1 Overview
Repository location
Zenodo: 10.5281/zenodo.16761169; GitHub: https://github.com/epfl-timemachine/venice-1808-landregister. The GitHub URL links to a set of code notebook, CSV, and JSON formatted files corresponding to the full pipeline of data generation and its final output, respectively.
Context
The Venetian Napoleonic cadastre, produced between 1807 and 1811 following a specific decree of the Regno Italico established by Napoleon Bonaparte, marked a pivotal shift toward modern, data-driven land administration Clergeot (2007). It introduced standardized cartographic methods and detailed fiscal records to support new taxation policies, including rental income taxes and large-scale sales of state properties.

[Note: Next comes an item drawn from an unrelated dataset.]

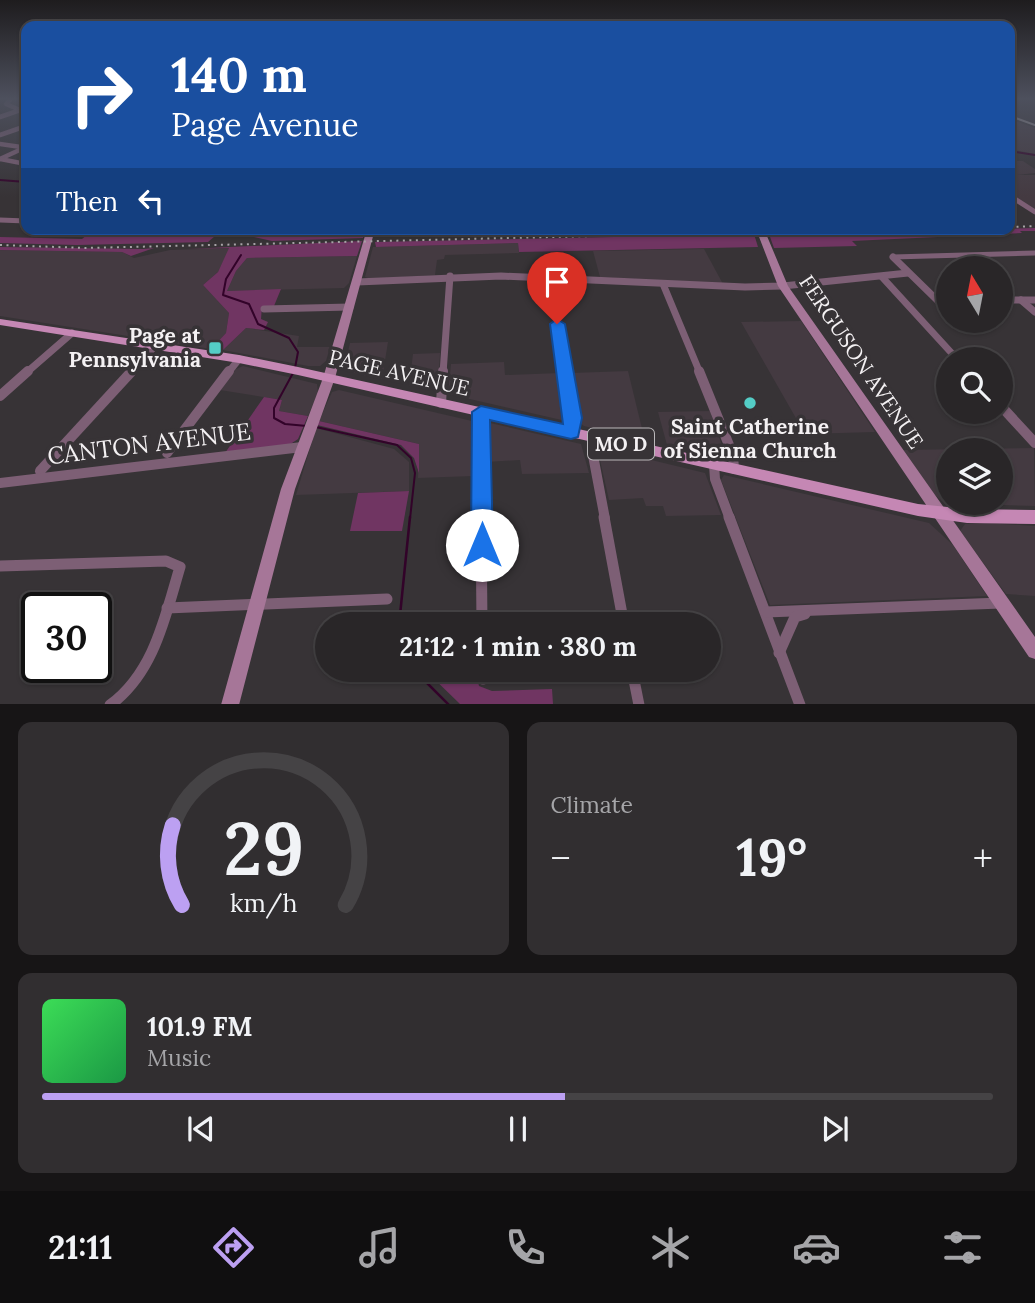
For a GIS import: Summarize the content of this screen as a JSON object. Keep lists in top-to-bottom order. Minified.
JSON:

The Napoleonic cadastre was the first survey to apply standardized geometric methods across French-admin -istered territories Kain and Baigent (1992). The Venetian cadastral system adopted three fundamental elements from the structure of the États de sections registers: the cadastral map (with numbered parcels), the registers (which provided a description of each parcel), and the matrix (which linked the parcels to their respective owners). Compared to the system established in France, the Venetian cadastre retained parcel identifiers, the names of the owners (without reference to their professions), the designation of the parcel’ function (qualità), and the estimated area expressed in perches, which served as a basis for the calculation of the applicable tax. Although this last field remains empty for the city of Venice, it does contain values for the neighboring islands and the mainland. At its core were the Sommarioni land registers, which recorded ownership, dimensions, and parcel use (Figure 1). This dataset focuses on the registers of Venice’s six administrative districts.

Figure 1
The Sommarioni Land Registers page detail, [Venice State Archive] (on left) and Plate detail (on right) original documents samples.

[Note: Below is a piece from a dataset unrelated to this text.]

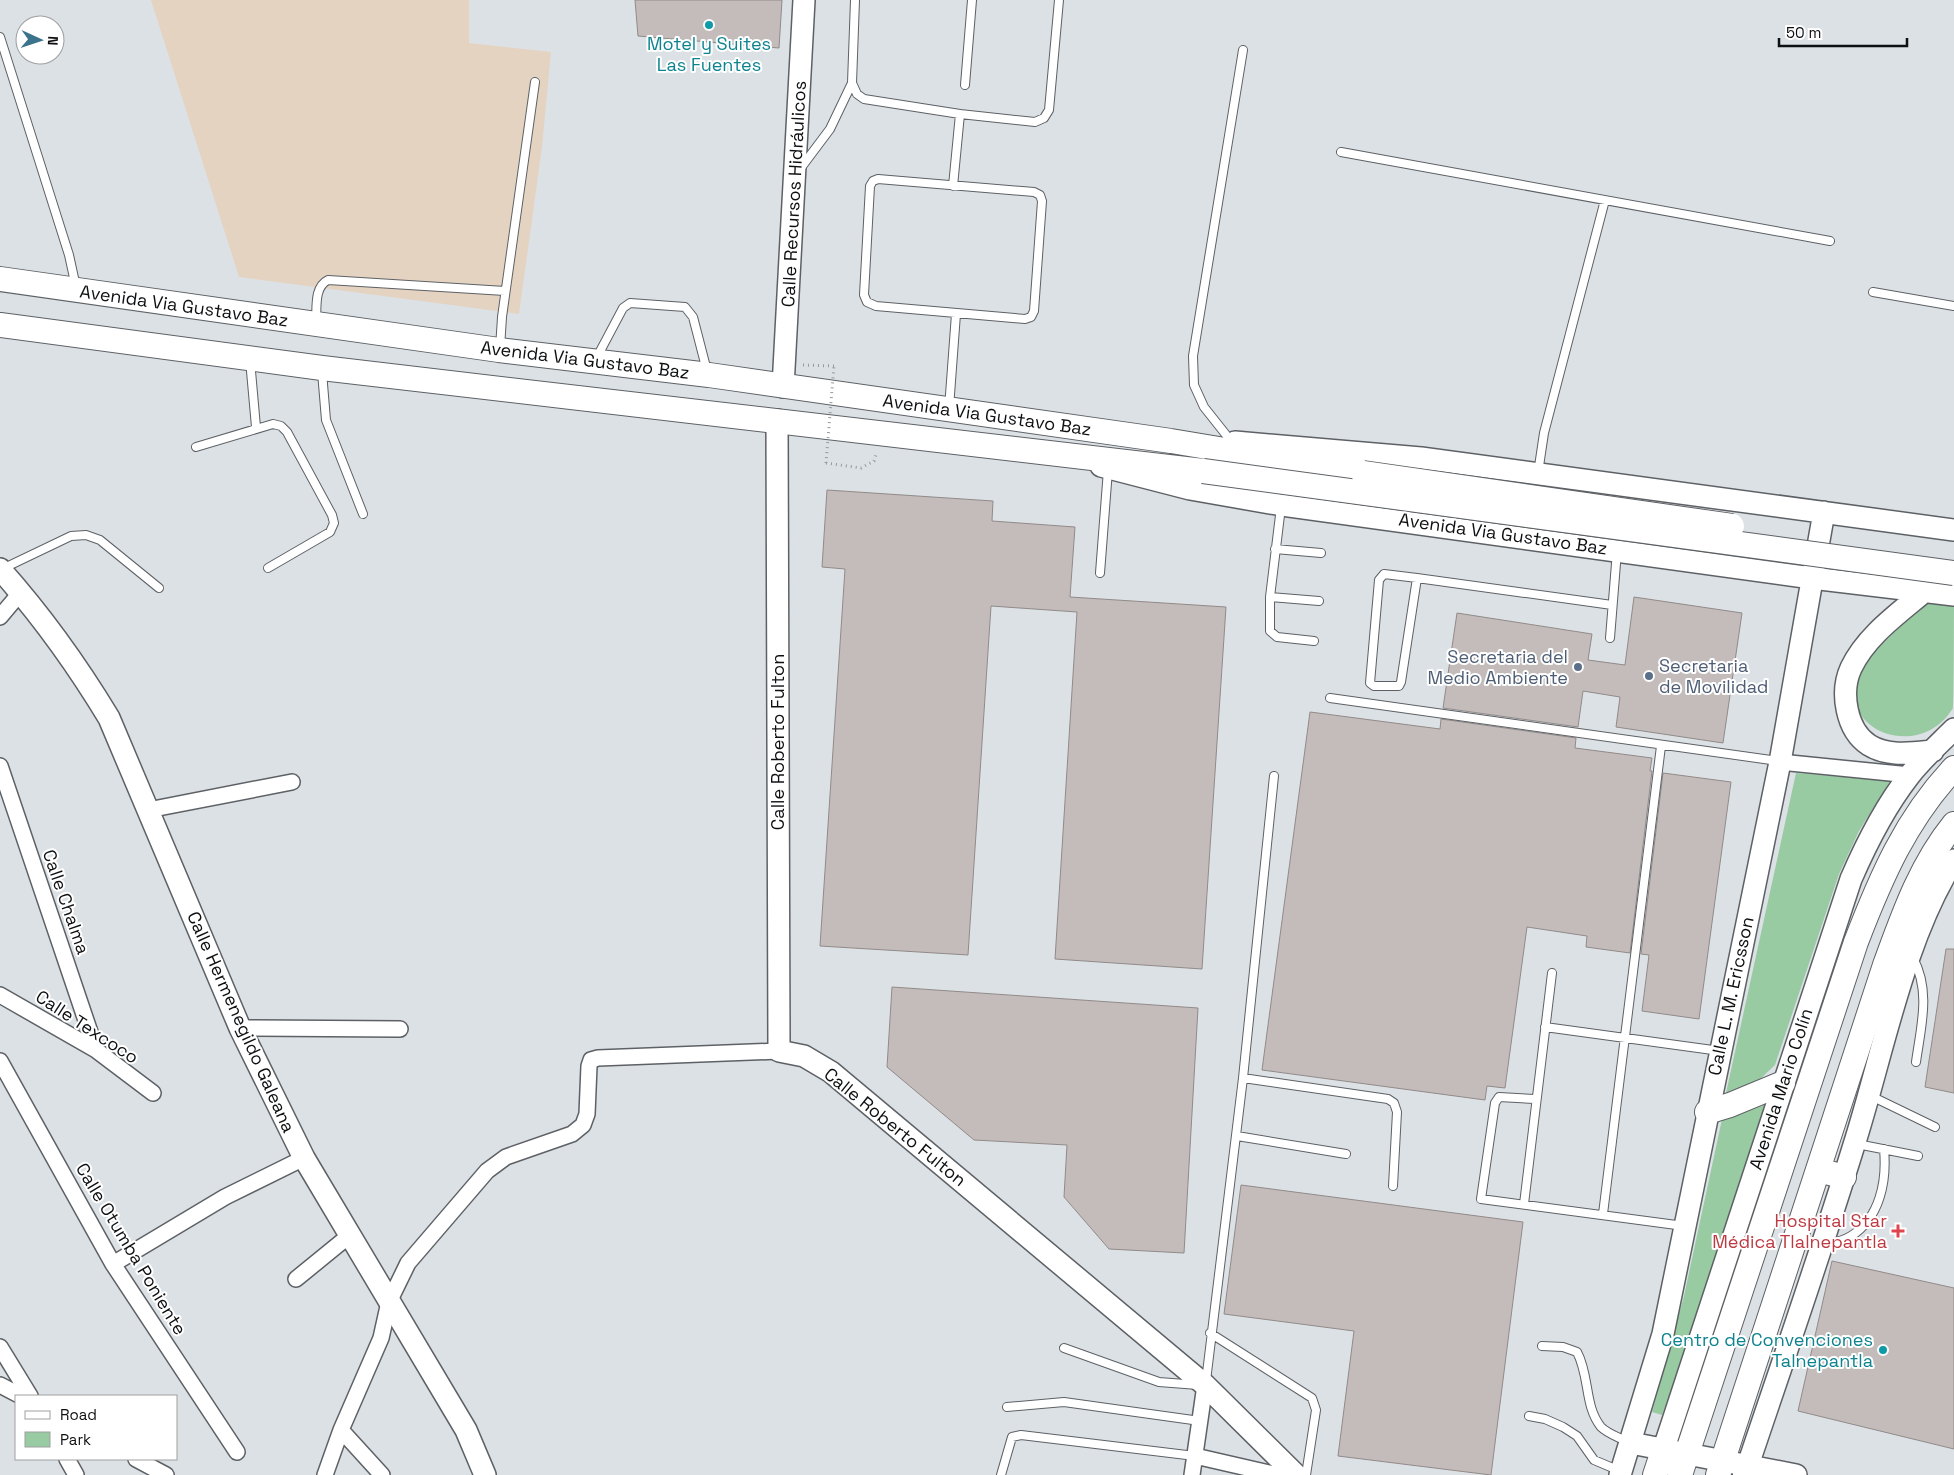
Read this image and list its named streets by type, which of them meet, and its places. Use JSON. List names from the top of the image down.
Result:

The Sommarioni were initially transcribed during the Venice Time Machine project and the READ European project (Horizon 2020, No. 674943) Mühlberger et al. (2019); Oliveira et al. (2019), aimed at training algorithms to read Venetian cursive. After semi-automated transcription, the data were fully manually verified, standardized, and interpreted in the context of the Parcels of Venice (SNSF) project. The cadastral survey comprises 27 plates created according to official specifications. These maps were digitized using computational extraction and manually verified Petitpierre (2020). After georeferencing them by superimposing them on the vectors available on OpenStreetMap and using the free QGis software and the WGS84 reference system, the geometries were vectorized and cleaned up. The georeferencing took into account the city’s historical landmarks, which have not undergone any changes since 1808. Bridges, canals, and riverbanks are less accurate. To correct misalignments, particularly at the joints between slabs, the vectors were rectified, resulting in slight shifts from their original positions.

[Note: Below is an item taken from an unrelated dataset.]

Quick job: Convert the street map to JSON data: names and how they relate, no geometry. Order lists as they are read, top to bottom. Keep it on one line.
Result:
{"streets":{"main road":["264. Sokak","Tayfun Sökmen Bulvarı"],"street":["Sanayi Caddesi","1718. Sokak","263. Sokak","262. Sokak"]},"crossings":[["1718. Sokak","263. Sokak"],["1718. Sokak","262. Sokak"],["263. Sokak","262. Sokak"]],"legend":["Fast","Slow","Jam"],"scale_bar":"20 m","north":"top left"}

The goal of extracting the Napoleonic cadastre of Venice is to obtain a reference dataset that supports the realignment of earlier cartographic layers. The city, as of 1808, had not yet experienced the major infrastructural transformations that began in the mid-19th century. The extracted dataset thus constitutes a foundational spatial record for historical analyses di Lenardo et al. (2021).
2 Method
The dataset results from a multistep pipeline. Original manuscript registers were first transcribed using semi-automated tools and then manually corrected. Owner names, kinship terms, and property functions were standardised to improve interoperability. A named-entity resolution protocol was developed to disambiguate references to the same individuals across parcels, generating a set of over 12,000 unique person entities. Spatial parcel geometries were extracted from historical maps, georeferenced to present-day basemaps, and cleaned for consistency.
Content The published dataset includes: Structured entries for over 20,000 parcels; Semantic categorization of over 60 distinct property functions; A table of disambiguated owner entities with kinship, titles, and metadata; A merge log documenting identity resolution steps; Georeferenced vector geometries of all cadastral parcels. Formats include JSON and CSV. A full codebase supporting transcription and processing is published in the GitHub repository: https://github.com/epfl-timemachine/venice-1808-landregister.
2.1 Transcription and Standardization of the Sommarioni Registers
The dataset derives from a faithful transcription of the 1808 Venetian Sommarioni registers, key cadastral records that document parcel ownership and usage. The transcription process retained the original textual structure and variability, preserving archival peculiarities such as relational descriptors, spelling inconsistencies, and shorthand references (e.g., suddetto/a). Owner descriptions often include familial links, patronymics, or legal statuses (e.g., “heirs of”, “widow of”), typically expressed with irregular syntax. These were transcribed without alteration, ensuring the historical integrity of the document, even where entries were incomplete or reliant on contextual inference. While no editorial intervention was made during transcription, a post-processing phase implemented rule-based standardization for analytical use.
A multistep normalization pipeline followed transcription to harmonize the data for computational analysis. Key expressions, including legal terms such as quondam (q.), goduta da, or di provenienza, were regularized, and typographic inconsistencies were corrected. The pipeline emphasized a dual-layer approach: preserving the original text and deriving enriched, normalized fields for semantic analysis and reuse. Special care was taken with ambiguous ownership mentions, placeholders (e.g., ignoto possessore), and recursive references. The standardization preserved linguistic nuances while making the data computationally tractable.
Mentions of individual owners were standardized by parsing names into structured person entities. This included surname capitalization (e.g., MOROSINI Luigi), repetition of surnames in multiname entries, and categorization of relational notes using typographic cues: parentheses for individual notes, brackets for collective notes, and nested punctuation for complex legal annotations. Patterns such as family collectives (e.g., “fratelli q. Andrea”) or institutional heirs (e.g., “Eredi del fu…”) were also systematically addressed. This process yielded over 21,000 initial person records, each corresponding to a distinct mention, later used in entity resolution and kinship modeling.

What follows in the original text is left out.